The healthcare sector will launch quite a few proof of concept (POC) blockchain projects in 2019, moving on to larger-scale production projects in 2020, Perkins said. Pilots in areas such as pharmaceutical track and trace will be among the first movers, while initiatives such as self-sovereign identity are longer-term projects, he said.

Some pilots are already getting underway. Synaptic Health Alliance was launched in 2018 to create a blockchain pilot project that aims to create a cooperatively owned provider data exchange. That consortium will enter 2019 with new members; in December 2018, insurance company Aetna and health system Ascension joined the Synaptic Health Alliance. Other members include Humana, MultiPlan, Optum, Quest Diagnostics and UnitedHealthcare.

But the blockchain technology trends 2019 may foster seem likely to fall short of the blockchain vision of decentralized, permissionless networks open for anyone to join. Most of the blockchain investment from mainstream institutions is in the realm of permissioned networks and that pattern may continue. Companies or consortia typically control access to those types of blockchain networks.

Tim Coates, who heads the blockchain business at Synechron, said he expects blockchain to evolve into hybrid solutions. Synechron, a digital, business consulting and technology services firm based in New York, has worked on 40 blockchain projects thus far. Coates believes the public permissionless systems like Ethereum will become more private and permissioned, using channels and zero knowledge poofs. The private permissioned solutions will become more open and accessible for non-enterprise grade use. Such offersing will be inherently more public, although will likely remain permissioned to some degree, he added.

"We think that is where the space will end up," he said.

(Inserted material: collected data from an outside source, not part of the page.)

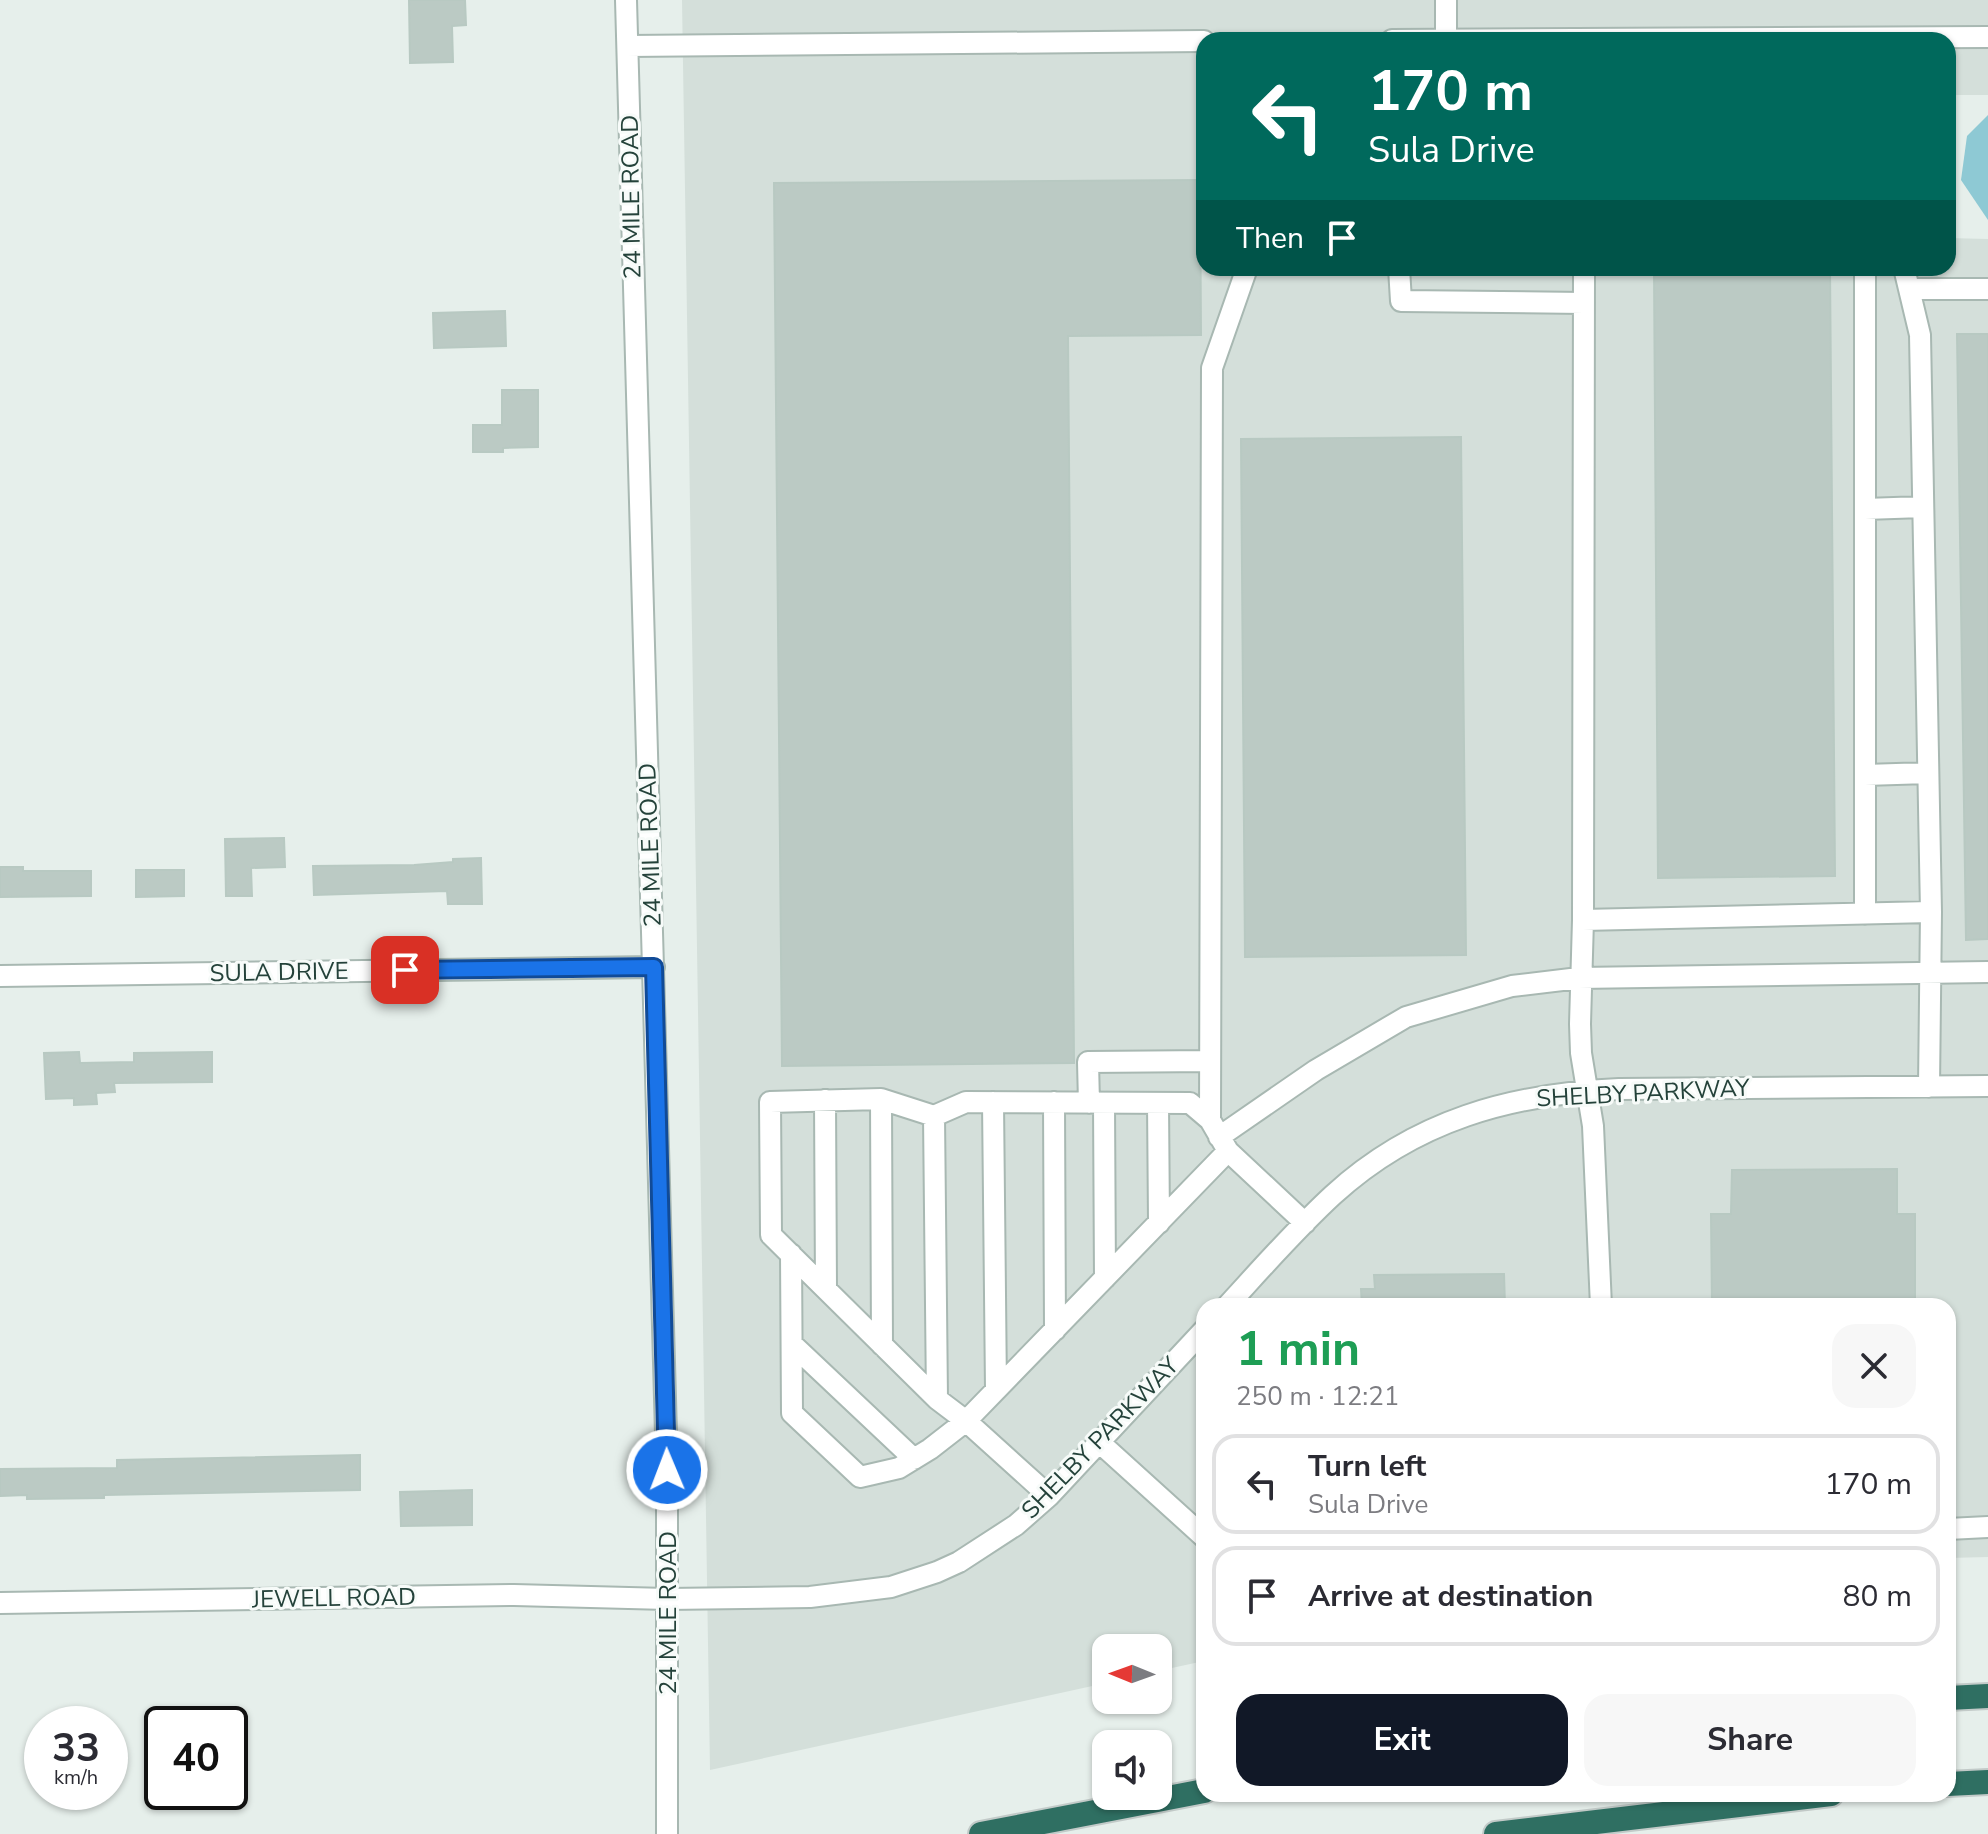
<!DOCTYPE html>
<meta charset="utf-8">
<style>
body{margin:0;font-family:"Nunito Sans",sans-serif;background:#f7f7f7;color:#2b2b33;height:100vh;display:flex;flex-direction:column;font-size:30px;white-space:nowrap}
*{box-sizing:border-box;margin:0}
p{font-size:26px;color:#7c7c81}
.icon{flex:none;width:44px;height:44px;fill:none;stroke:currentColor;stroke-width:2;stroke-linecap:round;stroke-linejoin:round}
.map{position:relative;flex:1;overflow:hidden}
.side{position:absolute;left:1196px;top:1298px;width:760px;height:504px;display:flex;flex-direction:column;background:#fff;border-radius:24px;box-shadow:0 2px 6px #0004}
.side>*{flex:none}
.guide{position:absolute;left:1196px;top:32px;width:760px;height:244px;border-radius:24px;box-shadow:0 2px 6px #0004;background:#00695c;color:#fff;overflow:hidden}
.needle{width:52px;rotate:271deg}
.tools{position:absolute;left:1092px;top:1634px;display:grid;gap:16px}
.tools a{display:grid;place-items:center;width:80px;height:80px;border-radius:16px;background:#fff;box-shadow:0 2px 6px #0004;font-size:40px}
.speed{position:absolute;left:24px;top:1706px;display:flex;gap:16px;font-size:40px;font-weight:700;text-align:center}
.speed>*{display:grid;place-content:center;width:104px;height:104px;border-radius:50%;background:#fff;box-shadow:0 2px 6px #0004;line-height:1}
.speed small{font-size:20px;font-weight:400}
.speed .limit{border:4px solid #111;border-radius:12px;background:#fff;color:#111}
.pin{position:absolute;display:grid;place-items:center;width:68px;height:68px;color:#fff;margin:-34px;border-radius:16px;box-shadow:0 4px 12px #0006}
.me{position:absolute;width:88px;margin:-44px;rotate:359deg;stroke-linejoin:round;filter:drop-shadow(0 0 6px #0008)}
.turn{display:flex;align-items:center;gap:28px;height:168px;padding:0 40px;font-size:36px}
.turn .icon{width:104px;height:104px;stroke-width:2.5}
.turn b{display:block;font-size:56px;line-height:68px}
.then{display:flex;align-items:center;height:76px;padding:0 40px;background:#0003;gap:16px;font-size:30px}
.round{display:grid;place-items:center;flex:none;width:84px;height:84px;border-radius:24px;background:#f7f7f7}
.summary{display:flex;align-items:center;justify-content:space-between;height:136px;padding:0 40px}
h1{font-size:48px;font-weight:700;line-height:60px;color:#1e9e55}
.action{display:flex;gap:16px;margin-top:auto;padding:16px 40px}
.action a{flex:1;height:92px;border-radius:24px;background:#111827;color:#fff;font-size:32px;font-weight:700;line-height:92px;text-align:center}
.action a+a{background:#f7f7f7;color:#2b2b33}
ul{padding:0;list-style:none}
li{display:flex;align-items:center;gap:24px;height:100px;margin:0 16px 12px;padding:0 24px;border:4px solid #e1e1e2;border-radius:24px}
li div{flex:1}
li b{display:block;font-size:30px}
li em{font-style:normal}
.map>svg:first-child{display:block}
.built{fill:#d4dfda}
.water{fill:#8ec9d4}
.building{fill:#bbcac4;stroke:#b8c9c2;stroke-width:2}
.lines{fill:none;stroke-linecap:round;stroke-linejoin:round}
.minor-casing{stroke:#a8b8b2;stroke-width:24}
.highway-casing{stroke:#c2cac8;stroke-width:28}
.minor{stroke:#fff;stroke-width:20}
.highway{stroke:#2f6f62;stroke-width:24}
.route-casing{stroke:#114b97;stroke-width:20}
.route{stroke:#1a73e8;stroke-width:14}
.labels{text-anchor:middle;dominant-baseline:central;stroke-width:6;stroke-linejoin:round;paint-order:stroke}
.street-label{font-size:24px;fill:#24423a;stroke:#f7fbf9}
</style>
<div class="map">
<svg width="1988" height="1834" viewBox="0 0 1988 1834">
<rect width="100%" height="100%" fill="#e6efeb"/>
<path class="built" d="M 682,0 L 1988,0 L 1988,95 L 1948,95 L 1948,40 L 1204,40 L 1204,268 L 1948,268 L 1948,238 L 1988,239 L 1988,1557 L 1948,1558 L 1948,1306 L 1204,1306 L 1204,1661 L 1158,1671 L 1158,1648 L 1106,1648 L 1106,1683 L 710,1770 Z"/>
<path class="water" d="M 1988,115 L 1988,220 L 1961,180 L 1967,136 Z"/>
<path class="building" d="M 409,0 L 465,0 L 466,25 L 452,26 L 453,62 L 410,63 Z
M 1200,180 L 1201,335 L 1068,336 L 1074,1063 L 782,1066 L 774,183 Z
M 1654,268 L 1830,268 L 1835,876 L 1658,878 Z
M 505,311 L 506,346 L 434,348 L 433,313 Z
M 1957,334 L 1988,334 L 1988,939 L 1966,940 Z
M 502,390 L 538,390 L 538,447 L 503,448 L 503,452 L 473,452 L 473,425 L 502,425 Z
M 1461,437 L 1466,955 L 1245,957 L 1241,439 Z
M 284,838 L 285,867 L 251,868 L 252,896 L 226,896 L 225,839 Z
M 481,858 L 482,904 L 448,904 L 447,891 L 314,895 L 313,866 L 414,865 L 453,862 L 453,859 Z
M 0,867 L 23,867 L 23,871 L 91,871 L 91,896 L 0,897 Z
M 136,870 L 184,870 L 184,896 L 136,897 Z
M 79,1052 L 80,1063 L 134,1062 L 134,1053 L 212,1052 L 212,1082 L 114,1083 L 115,1092 L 96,1093 L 97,1104 L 74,1105 L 74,1098 L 46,1099 L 44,1053 Z
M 1897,1169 L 1897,1214 L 1915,1214 L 1915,1306 L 1712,1306 L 1711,1214 L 1731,1214 L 1732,1170 Z
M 1504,1274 L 1505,1306 L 1362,1306 L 1361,1289 L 1375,1289 L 1374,1275 Z
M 360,1455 L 360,1490 L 104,1495 L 104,1498 L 27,1499 L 27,1495 L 0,1496 L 0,1469 L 117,1468 L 117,1460 Z
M 472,1490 L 472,1525 L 401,1526 L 400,1492 Z"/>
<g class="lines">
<g class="minor-casing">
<path id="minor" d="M 626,0 L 667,1470 L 667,1834
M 1392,40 L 1988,37
M 1446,40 L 1446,0
M 628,46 L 1204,41
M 1247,268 L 1212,368 L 1210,1120 L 1228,1151 L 1305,1223
M 1399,268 L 1401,301 L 1584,303
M 1584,268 L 1583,920 L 1580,1024 L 1581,1053 L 1593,1126 L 1601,1306
M 1904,268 L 1920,335 L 1931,912 L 1929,1087
M 1909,289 L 1988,289
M 1865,509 L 1923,507
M 1865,775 L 1928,773
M 1865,914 L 1865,268
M 1583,920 L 1931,912
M 0,976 L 654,967
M 881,1099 L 882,1345
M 825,1100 L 826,1289
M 993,1102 L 996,1390
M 1054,1102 L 1055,1330
M 1089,1103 L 1088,1062 L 1210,1061
M 1104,1103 L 1105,1278
M 1158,1103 L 1159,1223
M 934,1116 L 937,1399
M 1219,1137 L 1316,1070 L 1406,1017 L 1512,986 L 1579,978 L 1988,972
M 791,1254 L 792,1413 L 860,1477 L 899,1468 L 930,1449 L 966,1421 L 1228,1151
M 1227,1306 C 1261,1269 1295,1230 1333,1195 C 1415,1120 1511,1094 1619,1089 L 1988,1086
M 792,1344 L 914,1459
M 1099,1442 L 1204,1537
M 1049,1496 L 966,1421 L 937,1399 L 771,1235 L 770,1102 L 881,1099 L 934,1116 L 966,1102 L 1190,1103 L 1210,1120
M 1948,1529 L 1988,1527
M 0,1603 L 514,1595 L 667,1599 L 810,1597 L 891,1587 L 937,1572 L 959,1562 L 1016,1525 L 1049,1496 L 1204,1330"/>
</g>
<g class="highway-casing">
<path id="highway" d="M 1948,1698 L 1988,1696
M 1948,1784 L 1988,1782
M 981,1834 L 1204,1791
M 1496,1834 L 1831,1794"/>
</g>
<use href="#minor" class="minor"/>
<use href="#highway" class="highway"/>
</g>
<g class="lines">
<g class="route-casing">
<path id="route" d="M 405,970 L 654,967 L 667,1470"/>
</g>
<use href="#route" class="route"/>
</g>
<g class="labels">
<g class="street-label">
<text transform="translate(631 197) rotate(-91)">24 MILE ROAD</text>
<text transform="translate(650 845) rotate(-92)">24 MILE ROAD</text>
<text transform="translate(279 972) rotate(-1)">SULA DRIVE</text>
<text transform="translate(1643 1093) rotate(-3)">SHELBY PARKWAY</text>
<text transform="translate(1100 1438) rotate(-46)">SHELBY PARKWAY</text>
<text transform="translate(334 1598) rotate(-1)">JEWELL ROAD</text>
<text transform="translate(668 1613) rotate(-90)">24 MILE ROAD</text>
</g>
</g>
</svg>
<div class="tools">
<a><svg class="needle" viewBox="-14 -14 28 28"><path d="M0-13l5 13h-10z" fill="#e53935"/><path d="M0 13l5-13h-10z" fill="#7c7c81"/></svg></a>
<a><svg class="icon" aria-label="sound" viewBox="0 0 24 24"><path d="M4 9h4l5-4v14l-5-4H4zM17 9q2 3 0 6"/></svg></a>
</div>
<div class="speed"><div>33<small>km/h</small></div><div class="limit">40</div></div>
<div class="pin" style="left:405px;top:970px;background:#d93025"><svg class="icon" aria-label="arrive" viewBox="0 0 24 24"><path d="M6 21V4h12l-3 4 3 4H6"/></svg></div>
<svg class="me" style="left:667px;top:1470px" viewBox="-20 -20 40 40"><circle r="17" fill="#1a73e8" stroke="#fff" stroke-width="3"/><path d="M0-11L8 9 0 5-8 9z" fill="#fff"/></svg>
<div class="guide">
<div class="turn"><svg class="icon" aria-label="left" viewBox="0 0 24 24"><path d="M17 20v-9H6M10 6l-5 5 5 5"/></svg><div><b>170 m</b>Sula Drive</div></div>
<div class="then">Then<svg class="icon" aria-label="arrive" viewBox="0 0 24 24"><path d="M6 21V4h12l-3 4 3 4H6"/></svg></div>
</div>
<section class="side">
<div class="summary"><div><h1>1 min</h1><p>250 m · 12:21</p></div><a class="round"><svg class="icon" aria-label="close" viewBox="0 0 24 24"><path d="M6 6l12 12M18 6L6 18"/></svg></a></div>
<ul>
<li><svg class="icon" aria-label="left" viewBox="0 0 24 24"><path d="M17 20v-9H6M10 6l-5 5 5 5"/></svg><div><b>Turn left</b><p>Sula Drive</p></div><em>170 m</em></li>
<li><svg class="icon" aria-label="arrive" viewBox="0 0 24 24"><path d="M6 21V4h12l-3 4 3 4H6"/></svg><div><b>Arrive at destination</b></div><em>80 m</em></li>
</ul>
<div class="action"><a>Exit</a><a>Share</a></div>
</section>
</div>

If blockchain doesn't follow the hybrid path, the technology's long-term effects will be mild, Coates said. Blockchain, however, could live up to the "transformative hype," he said, if permissioned solutions become more open and permissionless systems become more private.

In any event, blockchain will face "a lot of technical unknowns to work through in the coming years," Coates said.

Matt Jackson, vice president of services at Insight, also characterized blockchain's full flowering as a longer-term development. He said he is bullish on blockchain, but believes large-scale enterprise applications are a couple of years away.

"Blockchain ... will have its year, but not yet -- more likely in 2022," he said.

Jackson said business leaders are struggling to identify use cases -- outside of a few obvious scenarios like cryptocurrency -- that would drive a measurable ROI within their organizations. In addition, use cases that do make sense, such as multiparty contracts, depend on multiple organizations agreeing to standards that don't yet exist, he said. Standards will take a few years to sort out, he added, noting standards are likely to come from industry trade groups before governments act.

Finally, the technology to deploy blockchain is not pervasive enough, according to Jackson.

"Some players like Microsoft have built solid platforms and tools, but we are seeing clients interested in small POCs at this stage," he said. "It will be a few years before they are ready to invest the millions it will take to build scalable enterprise applications using blockchain."